(Stored items)
──────

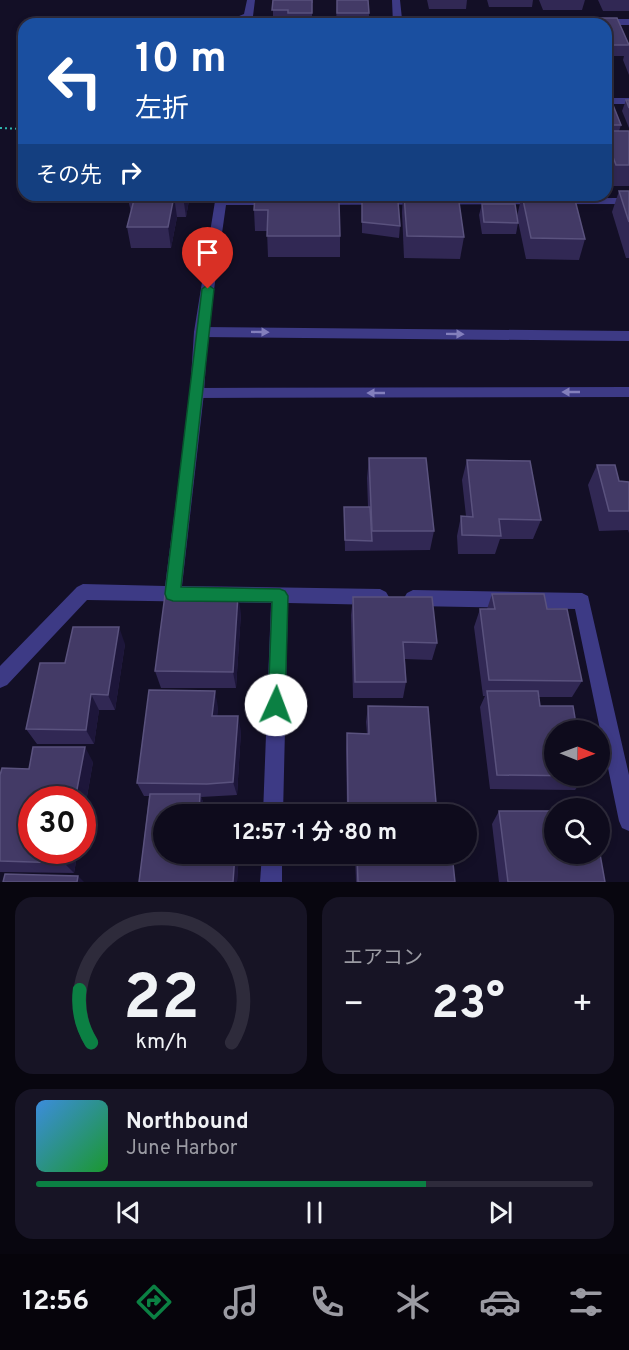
<!DOCTYPE html>
<html lang="ja">
<meta charset="utf-8">
<style>
:root{--surface:#0e0b1c;--page:#171425;--text:#f1f3f6;--muted:#9b9ba3;--line:#2e2b3b;--accent:#0b8043}
body{margin:0;font-family:Overpass,"Noto Sans JP",sans-serif;background:var(--page);color:var(--text);height:100vh;display:flex;flex-direction:column;font-size:22px;white-space:nowrap}
*{box-sizing:border-box;margin:0}
p{font-size:20px;color:var(--muted)}
.icon{flex:none;width:33px;height:33px;fill:none;stroke:currentColor;stroke-width:2;stroke-linecap:round;stroke-linejoin:round}
.map{position:relative;height:882px;overflow:hidden}
.drawer{display:flex;flex-direction:column;gap:15px;padding:15px;background:#08060f;flex:1}
.drawer>*{flex:none}
.top-card{position:absolute;left:18px;top:18px;width:594px;height:183px;border-radius:18px;box-shadow:0 3px 9px #0003,0 0 0 2px var(--line);background:#1a4fa0;color:#fff;overflow:hidden}
.needle{width:39px;rotate:91deg}
.controls{position:absolute;left:544px;top:720px;display:grid;gap:12px}
.controls a{display:grid;place-items:center;width:66px;height:66px;border-radius:50%;background:var(--surface);box-shadow:0 3px 9px #0003,0 0 0 2px var(--line);font-size:30px}
.speed{position:absolute;left:18px;top:786px;display:flex;gap:12px;font-size:30px;font-weight:700;text-align:center}
.speed>*{display:grid;place-content:center;width:78px;height:78px;border-radius:50%;background:var(--surface);box-shadow:0 3px 9px #0003,0 0 0 2px var(--line);line-height:1}
.speed .limit{border:9px solid #d22;background:#fff;color:#111}
.pin{position:absolute;display:grid;place-items:center;width:51px;height:51px;color:#fff;margin:-62px -26px;border-radius:50% 50% 50% 0;rotate:-45deg;box-shadow:0 0 6px #0007}
.pin .icon{rotate:45deg}
.me{position:absolute;width:66px;margin:-33px;rotate:2deg;stroke-linejoin:round;filter:drop-shadow(0 0 4px #0008)}
.turn{display:flex;align-items:center;gap:21px;height:126px;padding:0 18px;font-size:27px}
.turn .icon{width:78px;height:78px;stroke-width:2.5}
.turn b{display:block;font-size:42px;line-height:51px}
.then{display:flex;align-items:center;height:57px;padding:0 18px;background:#0003;gap:12px;font-size:22px}
.big{font-size:45px;font-weight:700;line-height:1.1}
.drawer .widget{flex:1;display:flex;flex-direction:column;justify-content:center;gap:9px;min-width:0;padding:0 21px;border-radius:18px;background:var(--page)}
.drawer .dial{align-items:center;gap:0}
.dial svg{height:156px;overflow:visible;fill:none;stroke:var(--line);stroke-width:7;stroke-linecap:round;text-anchor:middle}
.dial text{fill:var(--text);stroke:none}
.song{display:flex;align-items:center;gap:18px}
.cover{width:72px;height:72px;border-radius:9px;background:linear-gradient(135deg,hsl(210 70% 55%),hsl(130 70% 35%))}
.played{height:6px;border-radius:3px;background:linear-gradient(90deg,var(--accent) 70%,var(--line) 70%)}
.keys{display:flex;justify-content:space-around;direction:ltr}
.heat{display:flex;justify-content:space-between;align-items:center;font-size:33px;direction:ltr}
.drawer .tiles{flex:1;display:grid;gap:15px;grid-template-columns:1fr 1fr}
.widget:last-child{grid-column:span 2}
.trip{position:absolute;left:153px;top:804px;width:324px;height:60px;border-radius:30px;background:var(--surface);box-shadow:0 3px 9px #0003,0 0 0 2px var(--line);font-weight:700;line-height:60px;text-align:center}
.dock{display:flex;height:96px;justify-content:space-around;align-items:center;background:#06040b;color:var(--muted)}
.dock .icon{width:42px;height:42px}
.dock .current{color:var(--accent)}
.dock b{font-size:27px;color:var(--text)}
.map>svg:first-child{display:block}
</style>
<div class="map">
<svg width="629" height="882" viewBox="0 0 629 882">
<rect width="100%" height="100%" fill="#130f26"/>
<g fill="none" stroke-linecap="round" stroke-linejoin="round">
<polyline stroke="#2fb8b0" stroke-width="2" stroke-dasharray="2 3" stroke-linecap="butt" points="0,128 24,129"/>
<g fill="#3d3a85" fill-rule="evenodd">
<polygon points="247,0 255,0 252,24 242,24 243,21 234,24 220,24 244,14"/>
<polygon points="392,0 400,0 402,19 629,19 629,25 393,24"/>
<rect x="606" y="98" width="23" height="6"/>
<polygon points="216,195 228,195 227,199 629,198 629,204 226,205 208,332 204,393 182,586 380,589 386,592 389,597 386,602 380,605 288,603 283,814 263,814 271,603 87,600 7,685 0,688 0,666 77,587 83,584 165,586 190,393 194,332"/>
<polygon points="413,590 582,593 588,596 629,775 629,831 622,828 619,821 575,609 413,606 407,603 404,598 407,593"/>
<polygon points="262,854 282,854 282,882 260,882"/>
</g>
<g fill="#3d3a85" fill-rule="evenodd">
<polygon points="201,327 629,331 629,341 201,337 194,332"/>
<polygon points="629,387 629,397 197,398 190,393 197,388"/>
</g>
</g>
<g fill="#312854">
<polygon points="273,0 313,0 313,3 312,3 312,20 273,21"/>
<polygon points="337,0 369,13 369,24 336,24"/>
<polygon points="427,0 467,0 466,9 429,9"/>
<polygon points="487,0 533,0 532,7 489,7"/>
<polygon points="539,0 585,0 582,10 543,10"/>
<polygon points="598,0 629,0 629,11 603,11"/>
<polygon points="585,18 617,18 629,44 629,75 623,60 624,56 606,56 606,24 584,24"/>
<polygon points="606,90 621,125 619,131 629,131 629,186 609,186 606,177"/>
<polygon points="626,100 629,100 629,128 622,111"/>
<polygon points="619,191 629,191 629,258 626,258 612,212"/>
<polygon points="127,195 190,195 186,217 177,217 171,248 131,248 127,227 131,212"/>
<polygon points="403,195 458,195 464,237 460,259 404,258 402,212"/>
<polygon points="522,195 585,239 579,260 526,259 517,216"/>
<polygon points="362,200 400,226 399,238 362,233"/>
<polygon points="308,202 340,236 340,257 268,257 267,231 255,231 254,210"/>
<polygon points="482,204 518,223 516,234 482,234 479,215"/>
<polygon points="369,458 434,531 430,550 345,551 344,507 368,507 367,478"/>
<polygon points="467,460 541,520 533,539 500,539 495,554 458,554 457,536 461,516 466,516 462,480"/>
<polygon points="597,465 619,481 629,482 629,533 628,530 599,531 588,485"/>
<polygon points="492,594 547,609 582,681 572,697 539,697 540,706 586,776 575,790 490,789 480,707 485,696 483,696 474,627 480,609 487,609"/>
<polygon points="353,597 437,643 432,660 405,659 406,682 403,698 353,698 351,615"/>
<polygon points="241,613 236,688 161,688 155,671"/>
<polygon points="125,644 115,710 99,710 94,744 37,744 26,729 65,663"/>
<polygon points="368,706 436,803 432,814 347,814 346,748 347,733 367,734 366,722"/>
<polygon points="218,707 217,716 241,731 237,795 201,797 205,807 164,854 239,854 237,882 139,882 149,796 144,796 137,783"/>
<polygon points="93,762 82,825 82,800 78,850 74,873 0,872 0,775 29,769"/>
<polygon points="499,811 605,882 499,882 492,824"/>
<polygon points="355,854 452,854 455,882 356,882"/>
</g>
<g fill="#1d163a">
<polygon points="183,195 190,195 186,217 183,196"/>
<polygon points="174,196 177,217 171,248 168,227"/>
<polygon points="238,595 241,613 236,688 233,672"/>
<polygon points="119,627 125,644 115,710 108,695"/>
<polygon points="215,691 218,707 216,732 212,716"/>
<polygon points="91,694 99,710 94,744 86,730"/>
<polygon points="238,716 241,731 237,795 233,782"/>
<polygon points="85,747 93,762 82,825 82,800 75,800"/>
<polygon points="200,794 205,807 204,814 199,814"/>
<polygon points="66,850 78,850 74,873 64,863"/>
<polygon points="235,854 239,854 237,882 233,882"/>
<polygon points="78,876 84,882 77,882"/>
</g>
<g fill="#433a66" stroke="#5a527e" stroke-width="1.5">
<polygon points="273,0 312,0 312,13 288,13 288,10 272,10"/>
<polygon points="337,0 368,0 369,13 337,13"/>
<polygon points="585,18 617,18 629,45 606,45 606,24 587,24"/>
<polygon points="275,20 315,20 315,24 274,24"/>
<polygon points="338,20 368,20 369,24 338,24"/>
<polygon points="537,20 570,20 571,24 538,24"/>
<polygon points="484,21 519,21 519,24 485,24"/>
<polygon points="428,22 461,22 462,24 428,24"/>
<polygon points="606,90 607,90 621,125 606,125"/>
<polygon points="626,100 629,100 629,108"/>
<polygon points="606,131 629,131 629,165 616,165 606,138"/>
<polygon points="619,191 629,191 629,222"/>
<polygon points="127,195 183,195 183,196 174,196 168,227 127,227 135,196"/>
<polygon points="255,195 307,195 308,202 339,202 340,236 267,236 268,210 254,210"/>
<polygon points="404,195 458,195 464,237 407,236"/>
<polygon points="522,195 574,196 585,239 531,238"/>
<polygon points="362,200 398,201 400,226 362,222"/>
<polygon points="482,204 515,204 518,223 484,222"/>
<polygon points="369,458 426,458 434,531 372,531"/>
<polygon points="467,460 530,461 541,520 499,519 501,536 462,535 461,516 473,517"/>
<polygon points="597,465 615,465 619,481 629,482 629,511 609,511"/>
<polygon points="344,507 370,507 372,541 345,540"/>
<polygon points="492,594 544,594 547,609 567,609 582,681 489,680 480,609 495,609"/>
<polygon points="165,595 238,595 233,672 155,671"/>
<polygon points="353,597 432,597 437,643 403,642 406,682 355,682"/>
<polygon points="73,627 119,627 108,695 91,694 86,730 26,729 40,663 65,663"/>
<polygon points="149,690 215,691 212,716 238,716 233,782 207,784 137,783"/>
<polygon points="487,691 538,691 540,706 573,706 577,730 555,730 555,776 586,776 497,775"/>
<polygon points="368,706 428,707 436,803 348,803 347,733 369,734"/>
<polygon points="33,747 85,747 75,800 32,800 32,850 66,850 64,863 0,861 0,775 2,768 29,769"/>
<polygon points="150,794 200,794 199,814 164,814 164,854 235,854 233,882 139,882"/>
<polygon points="499,811 555,811 555,854 600,854 605,882 508,882"/>
<polygon points="357,854 452,854 455,882 358,882"/>
<polygon points="5,874 78,876 77,882 3,882"/>
</g>
<defs><path id="oneway-solid" d="M-6-.8H1V-3.2L6.5 0L1 3.2V.8H-6Z" transform="scale(1.5)"/></defs>
<g fill="#837fbc">
<use href="#oneway-solid" transform="translate(260 332) rotate(1)"/>
<use href="#oneway-solid" transform="translate(455 334) rotate(1)"/>
<use href="#oneway-solid" transform="translate(571 392) rotate(180)"/>
<use href="#oneway-solid" transform="translate(376 393) rotate(180)"/>
</g>
<polygon fill="#0b8043" stroke="#07532c" stroke-width="1.5" points="208,285 214,289 181,587 280,589 285,591 288,596 285,705 282,711 276,713 270,711 268,705 272,602 173,601 167,599 165,594 202,289"/>
</svg>
<div class="controls">
<a><svg class="needle" viewBox="-14 -14 28 28"><path d="M0-13l5 13h-10z" fill="#e53935"/><path d="M0 13l5-13h-10z" fill="#9b9ba3"/></svg></a>
<a><svg class="icon" aria-label="search" viewBox="0 0 24 24"><circle cx="10" cy="10" r="6"/><path d="M15 15l6 6"/></svg></a>
</div>
<div class="speed"><div class="limit">30</div></div>
<div class="pin" style="left:208px;top:289px;background:#d93025"><svg class="icon" aria-label="arrive" viewBox="0 0 24 24"><path d="M6 21V4h12l-3 4 3 4H6"/></svg></div>
<svg class="me" style="left:276px;top:705px" viewBox="-20 -20 40 40"><circle r="19" fill="#fff"/><path d="M0-13L10 11 0 6-10 11z" fill="#0b8043"/></svg>
<div class="trip">12:57 · 1 分 · 80 m</div>
<div class="top-card">
<div class="turn"><svg class="icon" aria-label="left" viewBox="0 0 24 24"><path d="M17 20v-9H6M10 6l-5 5 5 5"/></svg><div><b>10 m</b>左折</div></div>
<div class="then">その先<svg class="icon" aria-label="right" viewBox="0 0 24 24"><path d="M7 20v-9h11M14 6l5 5-5 5"/></svg></div>
</div>
</div>
<section class="drawer">
<div class="tiles">
<div class="widget dial"><svg viewBox="0 0 100 80">
<path d="M14 69A42 42 0 1 1 86 69"/>
<path d="M14 69A42 42 0 0 1 8 42" stroke="#0b8043"/>
<text x="50" y="56" font-size="32" font-weight="700">22</text>
<text x="50" y="72" font-size="11">km/h</text>
</svg></div>
<div class="widget"><p>エアコン</p>
<div class="heat"><a>−</a><b class="big">23°</b><a>+</a></div>
</div>
<div class="widget">
<div class="song"><i class="cover"></i><div><b>Northbound</b><p>June Harbor</p></div></div>
<div class="played"></div>
<div class="keys"><svg class="icon" aria-label="previous" viewBox="0 0 24 24"><path d="M18 5L8 12l10 7zM5 5v14"/></svg><svg class="icon" aria-label="pause" viewBox="0 0 24 24"><path d="M8 5v14M16 5v14"/></svg><svg class="icon" aria-label="next" viewBox="0 0 24 24"><path d="M6 5l10 7-10 7zM19 5v14"/></svg></div>
</div>
</div>
</section>
<nav class="dock">
<b>12:56</b>
<svg class="icon current" aria-label="directions" viewBox="0 0 24 24"><path d="M12 3l9 9-9 9-9-9zM9 14v-3h6M13 9l2 2-2 2"/></svg>
<svg class="icon" aria-label="music" viewBox="0 0 24 24"><path d="M9 18V5l10-2v13"/><circle cx="6" cy="18" r="3"/><circle cx="16" cy="16" r="3"/></svg>
<svg class="icon" aria-label="phone" viewBox="0 0 24 24"><path d="M5 4h4l2 5-3 2q2 4 5 5l2-3 5 2v4C11 20 4 13 5 4z"/></svg>
<svg class="icon" aria-label="climate" viewBox="0 0 24 24"><path d="M12 3v18M4 7l16 10M4 17L20 7"/></svg>
<svg class="icon" aria-label="car" viewBox="0 0 24 24"><path d="M5 17H2v-5l4-1 3-4h7l3 4 3 1v5h-3M9 17h6M6 11h13"/><circle cx="7" cy="17" r="2"/><circle cx="17" cy="17" r="2"/></svg>
<svg class="icon" aria-label="filters" viewBox="0 0 24 24"><path d="M4 7h16M4 17h16"/><circle cx="9" cy="7" r="2"/><circle cx="15" cy="17" r="2"/></svg>
</nav>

──────

What the exercise asks: Copy all the lines above that hold the string "grid".

Answer for the task:
.controls{position:absolute;left:544px;top:720px;display:grid;gap:12px}
.controls a{display:grid;place-items:center;width:66px;height:66px;border-radius:50%;background:var(--surface);box-shadow:0 3px 9px #0003,0 0 0 2px var(--line);font-size:30px}
.speed>*{display:grid;place-content:center;width:78px;height:78px;border-radius:50%;background:var(--surface);box-shadow:0 3px 9px #0003,0 0 0 2px var(--line);line-height:1}
.pin{position:absolute;display:grid;place-items:center;width:51px;height:51px;color:#fff;margin:-62px -26px;border-radius:50% 50% 50% 0;rotate:-45deg;box-shadow:0 0 6px #0007}
.drawer .tiles{flex:1;display:grid;gap:15px;grid-template-columns:1fr 1fr}
.widget:last-child{grid-column:span 2}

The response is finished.